Experimental programs in the ‘70s stepped up the use of artists and began to more widely recognize that more than personality magic was involved—they proposed that there were skills to be learned, and that artists could learn them. In line with this increase in experimentation was an increase in research on learning in the arts. The ‘70s also saw teaching artists beginning to move into the role of professional development of non-arts teachers; the idea was that training one teacher to make appropriate, effective use of arts learning could multiply the impact to 25 students in the classroom. This decade also saw pilot programs that included teaching artists in collaborative planning with educators, administrators, parents, and students trying to create richer school learning cultures. This impulse has popped up irregularly, irrepressibly, ever since, all around the country, with the arts offered as a school reform model in various ways, always with teaching artists in the mix of design and delivery.

During this time, there was a lingering cloud of “kiddie art” that hung over some of this development—condescending art, often of mediocre quality, that tainted the emergent sense of artistic legitimacy, and high-art standards, in the school endeavor. It was sometimes derisively referred to as “macaroni art” in reference to facile activities with pasta glued onto paper plates. There was a commercial aspect to the field of “artists in schools,” and the quality varied. A recurrent concern in the field that lingered (and some would claim still abides) is that many “consumers” of such offerings, the educators who book such events, are often themselves not artistically informed, and so can make choices based on other criteria (such as liveliness, curriculum-relatedness, price, convenience, or slick promotion) rather than quality. There were some teaching artists who were more adept in marketing themselves than in delivering high-quality arts learning.

In this late ‘70s mix, the term “teaching artist” arose, coined in the early ‘70s at Lincoln Center Institute (now Lincoln Center Education) in New York. A handful of other popular labels like “visiting artist” and “artist-in-residence,” and “artist-educator” arose and still are used. These labels acknowledged the necessity and value of artists who choose to develop educational skills as an intentional and connected part of their artistic careers. These terms distinguished an emerging role from the longtime jumble of arts in schooling offerings and practices.

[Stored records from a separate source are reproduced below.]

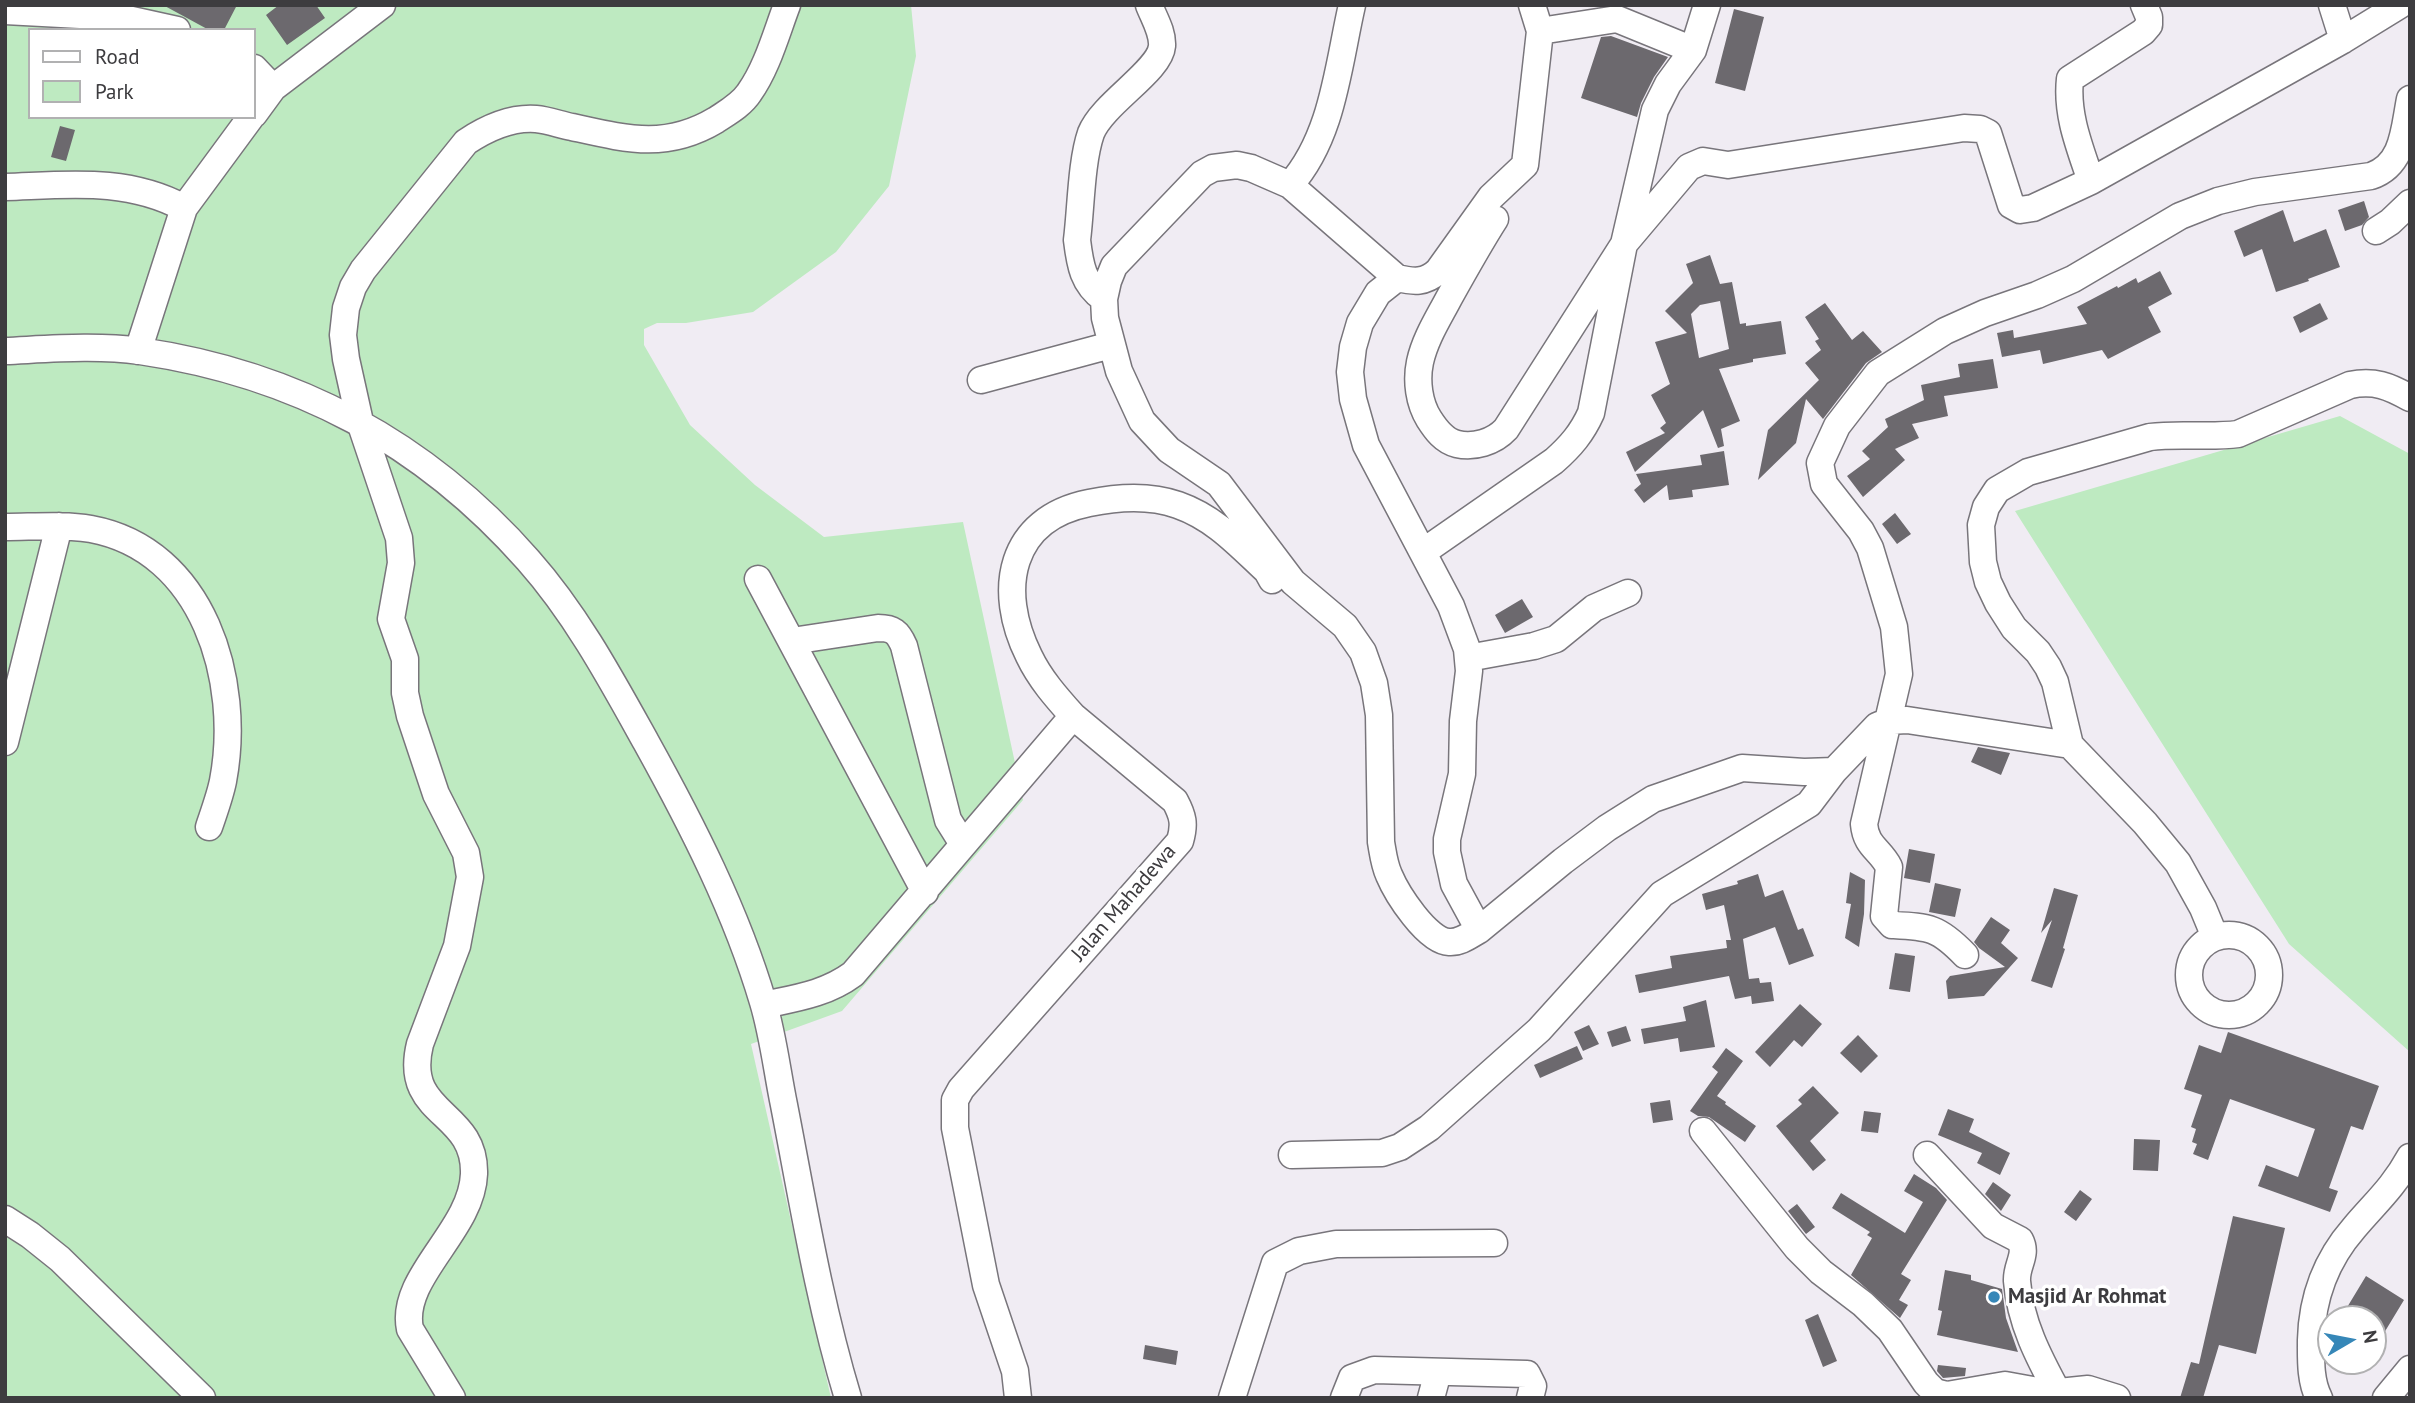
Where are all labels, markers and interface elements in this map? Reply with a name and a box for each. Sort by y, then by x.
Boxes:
legend [28,28,256,119]
text: Road [95,43,139,70]
text: Park [95,78,134,105]
street label: Jalan Mahadewa [1066,839,1182,967]
place label: Masjid Ar Rohmat [2008,1284,2166,1310]
marker: Masjid Ar Rohmat [1986,1289,2002,1305]
north arrow [2317,1305,2387,1375]
text: N [2358,1328,2384,1345]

This evolution of the role of teaching artists accelerated in the ‘80s. The reductions in school arts funding that began in the late ‘70s quickened in the Reagan Era, reversing a many-decades trend of steadily increasing arts education experiences for American youth. The cutbacks created a void in many young Americans’ experience of the arts. Cultural institutions rushed in with a sense of social responsibility and a sense of their own long-term interests in developing future audiences. Funders supported this impulse to fill the gap with increased ways for artists to work inside schools. A balance was shifting, and teaching artists were becoming significant players in this shift.

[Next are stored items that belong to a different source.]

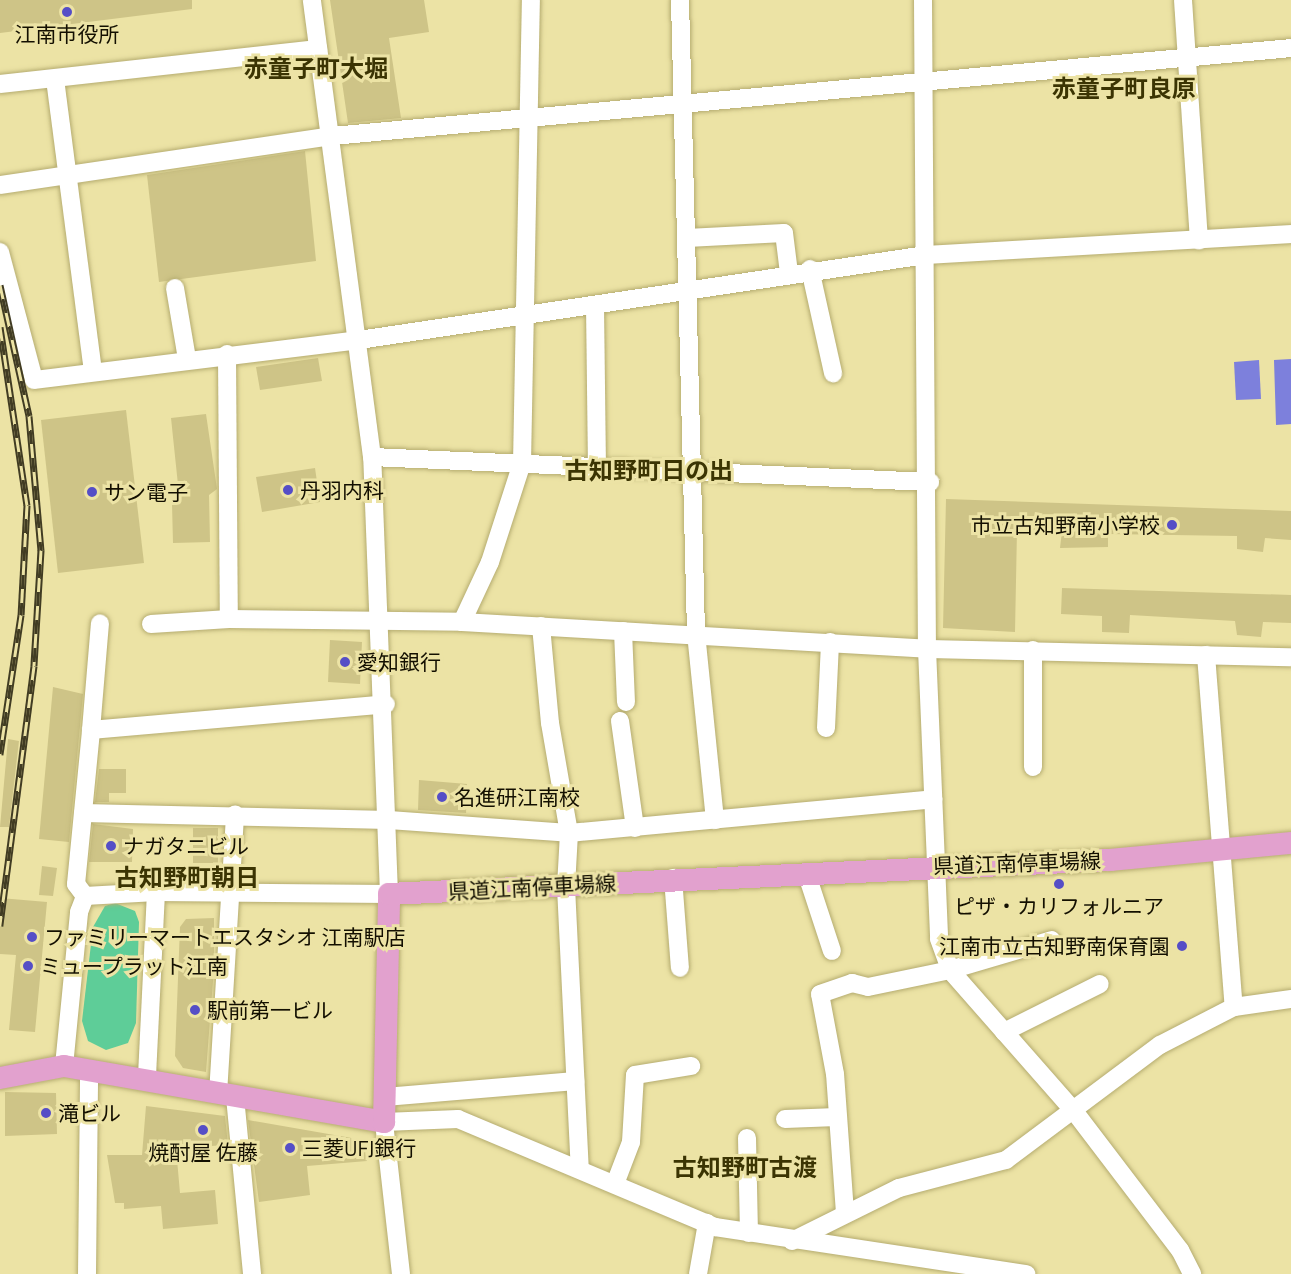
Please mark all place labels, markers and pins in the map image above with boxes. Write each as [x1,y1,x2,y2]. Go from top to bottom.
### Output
marker: 江南市役所 [60,5,74,19]
place label: 江南市役所 [15,21,119,47]
place label: 丹羽内科 [300,477,384,503]
place label: サン電子 [104,479,188,505]
marker: 丹羽内科 [281,483,295,497]
marker: サン電子 [85,485,99,499]
place label: 市立古知野南小学校 [971,512,1160,538]
marker: 市立古知野南小学校 [1165,518,1179,532]
place label: 愛知銀行 [357,649,441,675]
marker: 愛知銀行 [338,655,352,669]
place label: 名進研江南校 [454,784,580,810]
marker: 名進研江南校 [435,790,449,804]
place label: ナガタニビル [123,833,249,859]
marker: ナガタニビル [104,839,118,853]
marker: ピザ・カリフォルニア [1052,877,1066,891]
place label: ピザ・カリフォルニア [954,893,1164,919]
place label: ファミリーマートエスタシオ 江南駅店 [44,924,406,950]
marker: ファミリーマートエスタシオ 江南駅店 [25,930,39,944]
place label: 江南市立古知野南保育園 [939,933,1170,959]
marker: 江南市立古知野南保育園 [1175,939,1189,953]
place label: ミュープラット江南 [40,953,229,979]
marker: ミュープラット江南 [21,959,35,973]
place label: 駅前第一ビル [207,997,333,1023]
marker: 駅前第一ビル [188,1003,202,1017]
place label: 滝ビル [58,1100,121,1126]
marker: 滝ビル [39,1106,53,1120]
marker: 焼酎屋 佐藤 [196,1123,210,1137]
place label: 三菱UFJ銀行 [302,1135,416,1161]
place label: 焼酎屋 佐藤 [148,1139,258,1165]
marker: 三菱UFJ銀行 [283,1141,297,1155]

There was some tension in implementing these expanding and new programs, as non-school administrators and artists were often poor partners with in-school arts teachers. The “outsiders” were too often disinterested in the life of the arts in the schools they visited, sometimes even arrogantly disrespectful of the heroic and essential lifeline the “arts specialists” provided. These tensions have diminished over decades, with occasional re-eruptions whenever delicate balances are dislodged by circumstance or insensitive individuals. Some consistent underlying fears/angers that crack open under stress are: (for teachers) that teaching artists are a cheap way to replace “real” sequential arts learning programs and full-time teachers, and that teaching artists come in, stir things up that are not supportive of the ongoing work in the school, and then disappear. And (for teaching artists) that school programs are old-fashioned and dull, not good enough in quality or excitement to turn on the young, and that arts specialists are unable or unwilling to challenge students ambitiously and creatively.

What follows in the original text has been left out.